Work item
Write out the records beneath this line exactly as they appear, minus any images.

Available data
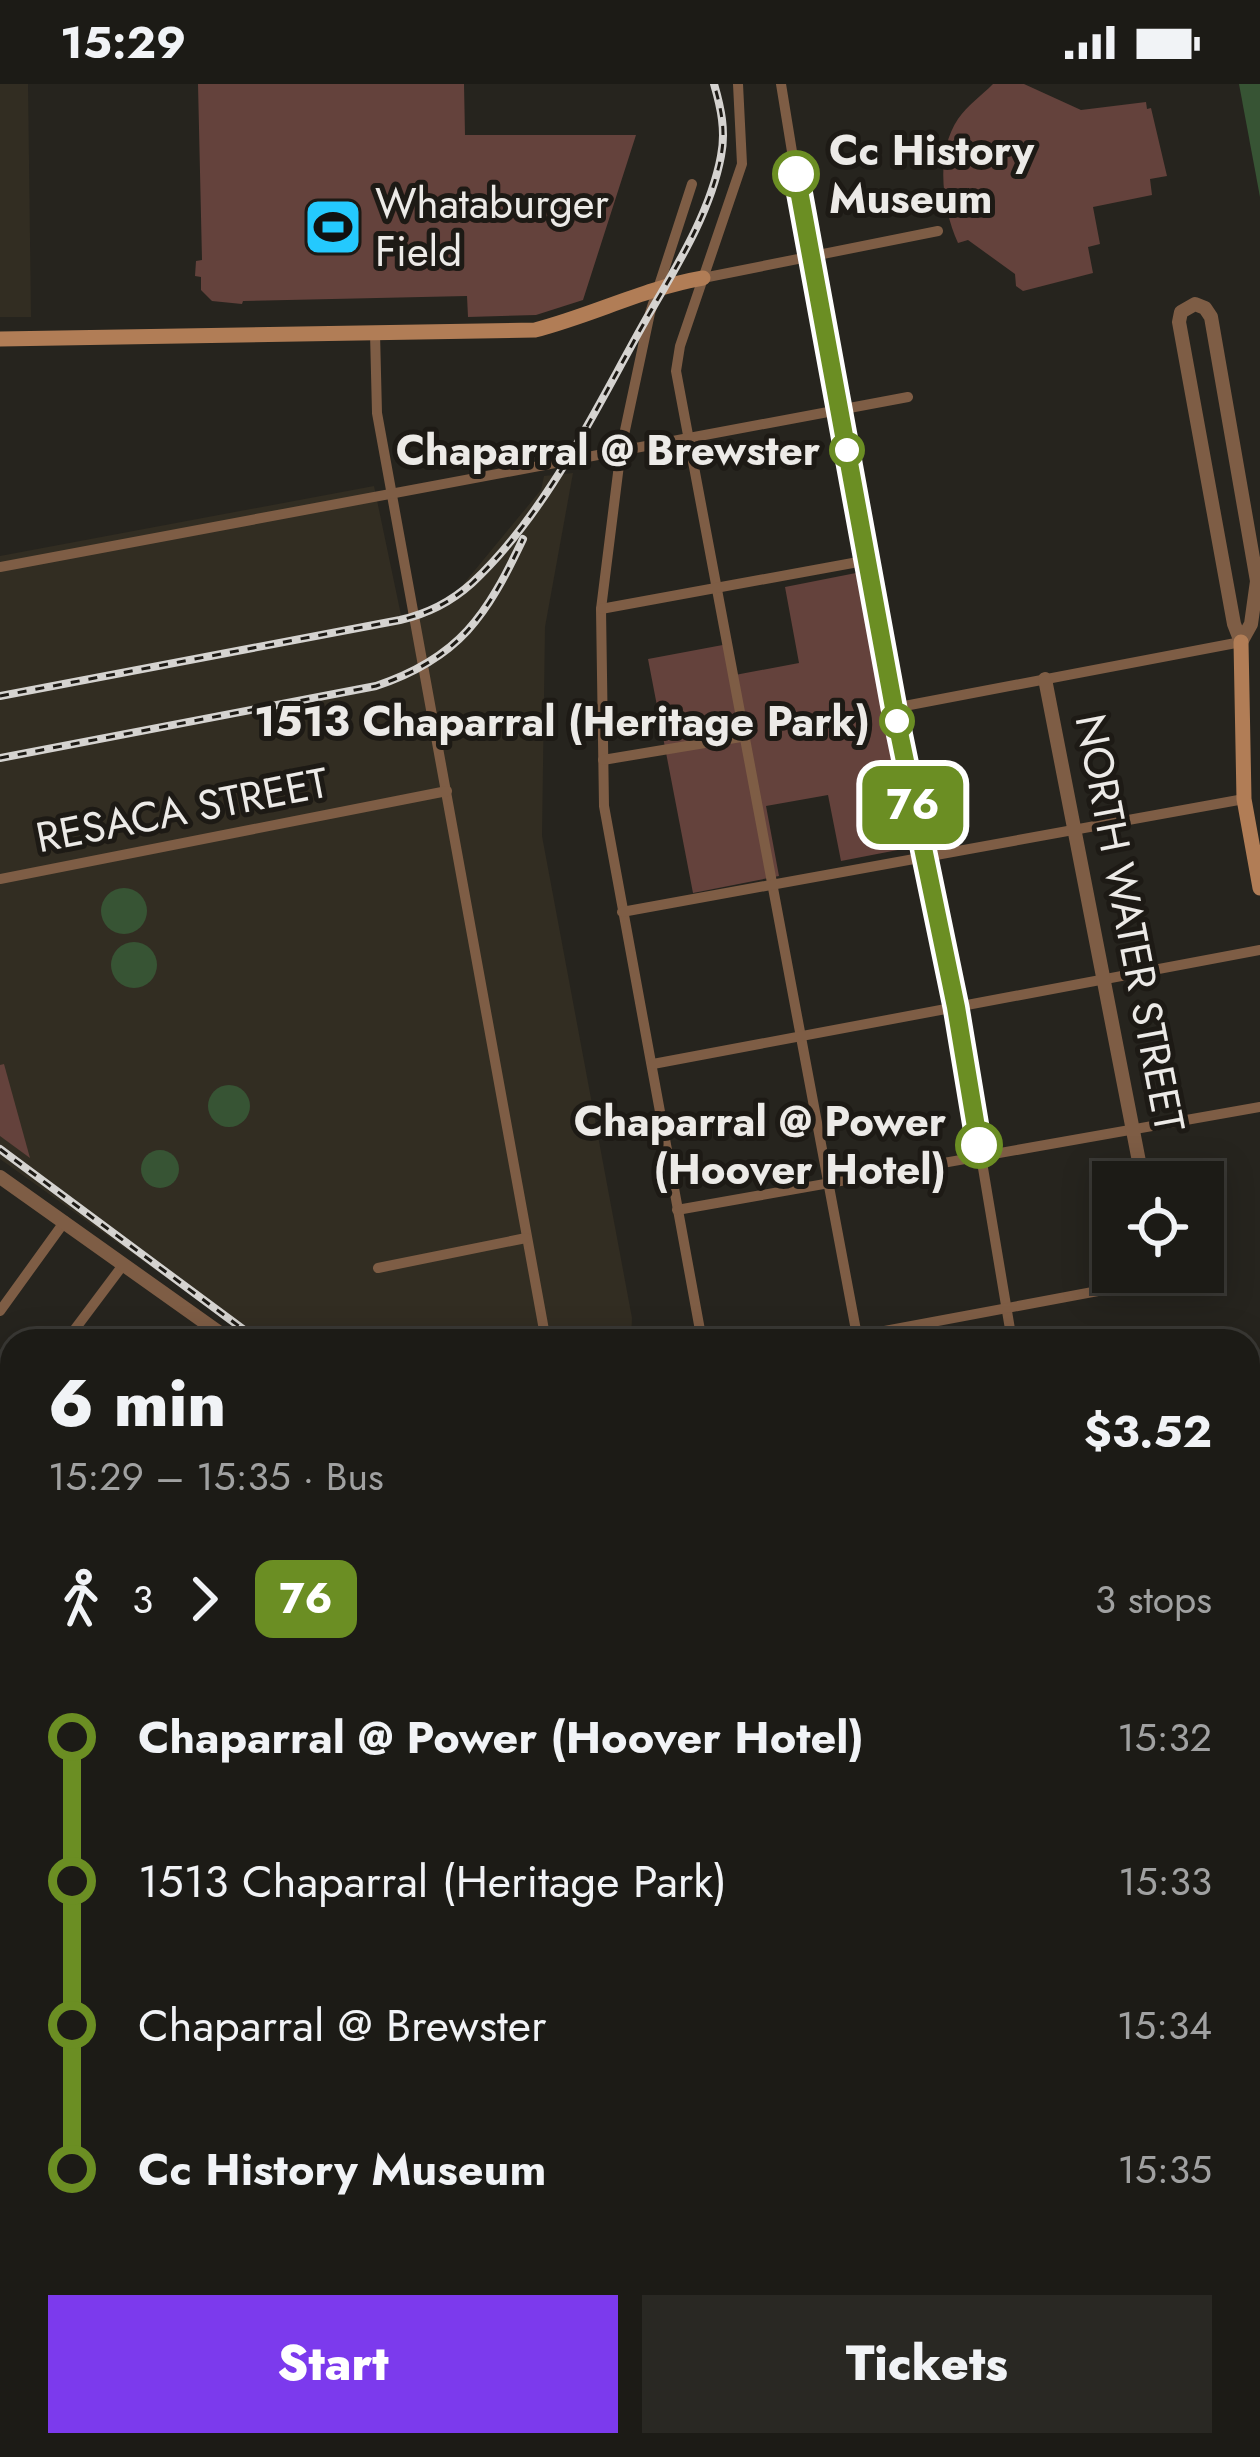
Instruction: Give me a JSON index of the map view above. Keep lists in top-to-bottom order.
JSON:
{
  "streets": {
    "street": ["RESACA STREET", "NORTH WATER STREET"]
  },
  "places": {
    "other": [
      "Cc History Museum",
      "Chaparral @ Brewster",
      "1513 Chaparral (Heritage Park)",
      "Chaparral @ Power (Hoover Hotel)"
    ],
    "sports": ["Whataburger Field"]
  },
  "lines": ["bus line 76"],
  "page": {
    "status": "15:29",
    "on_map": "76",
    "heading": ["6 min", "15:29 – 15:35 · Bus", "$3.52"],
    "legs": ["3", "76", "3 stops"],
    "list": [
      {
        "name": "Chaparral @ Power (Hoover Hotel)",
        "value": "15:32"
      },
      {
        "name": "1513 Chaparral (Heritage Park)",
        "value": "15:33"
      },
      {
        "name": "Chaparral @ Brewster",
        "value": "15:34"
      },
      {
        "name": "Cc History Museum",
        "value": "15:35"
      }
    ],
    "buttons": ["Start", "Tickets"]
  }
}
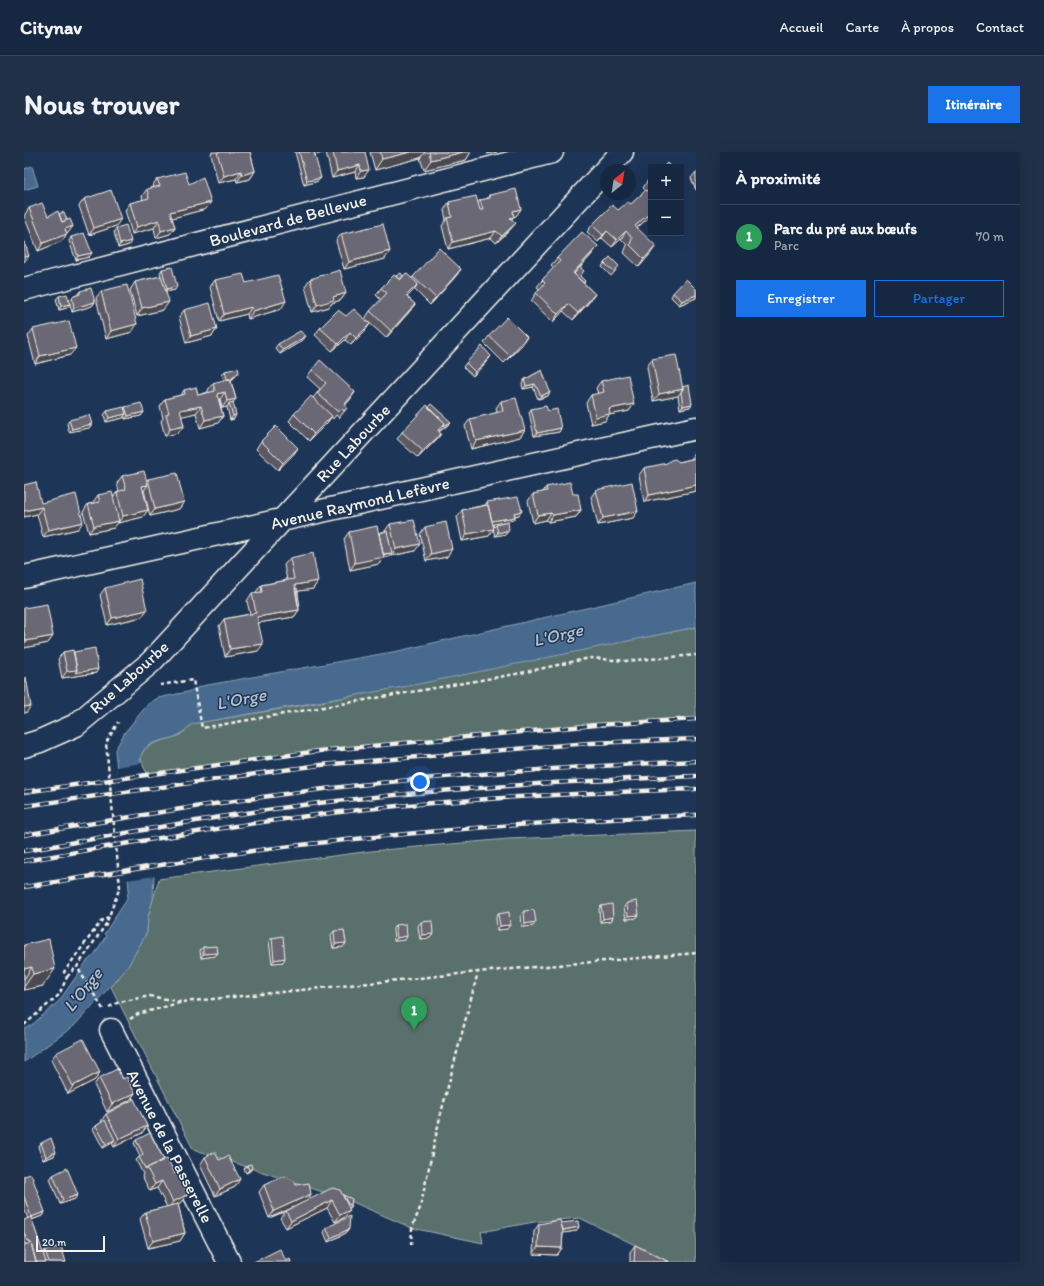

Answer space
Instruction: Give me a JSON index of the map view above. Keep lists in top-to-bottom order.
JSON:
{
  "streets": {
    "street": ["RESACA STREET", "NORTH WATER STREET"]
  },
  "places": {
    "other": [
      "Cc History Museum",
      "Chaparral @ Brewster",
      "1513 Chaparral (Heritage Park)",
      "Chaparral @ Power (Hoover Hotel)"
    ],
    "sports": ["Whataburger Field"]
  },
  "lines": ["bus line 76"],
  "page": {
    "status": "15:29",
    "on_map": "76",
    "heading": ["6 min", "15:29 – 15:35 · Bus", "$3.52"],
    "legs": ["3", "76", "3 stops"],
    "list": [
      {
        "name": "Chaparral @ Power (Hoover Hotel)",
        "value": "15:32"
      },
      {
        "name": "1513 Chaparral (Heritage Park)",
        "value": "15:33"
      },
      {
        "name": "Chaparral @ Brewster",
        "value": "15:34"
      },
      {
        "name": "Cc History Museum",
        "value": "15:35"
      }
    ],
    "buttons": ["Start", "Tickets"]
  }
}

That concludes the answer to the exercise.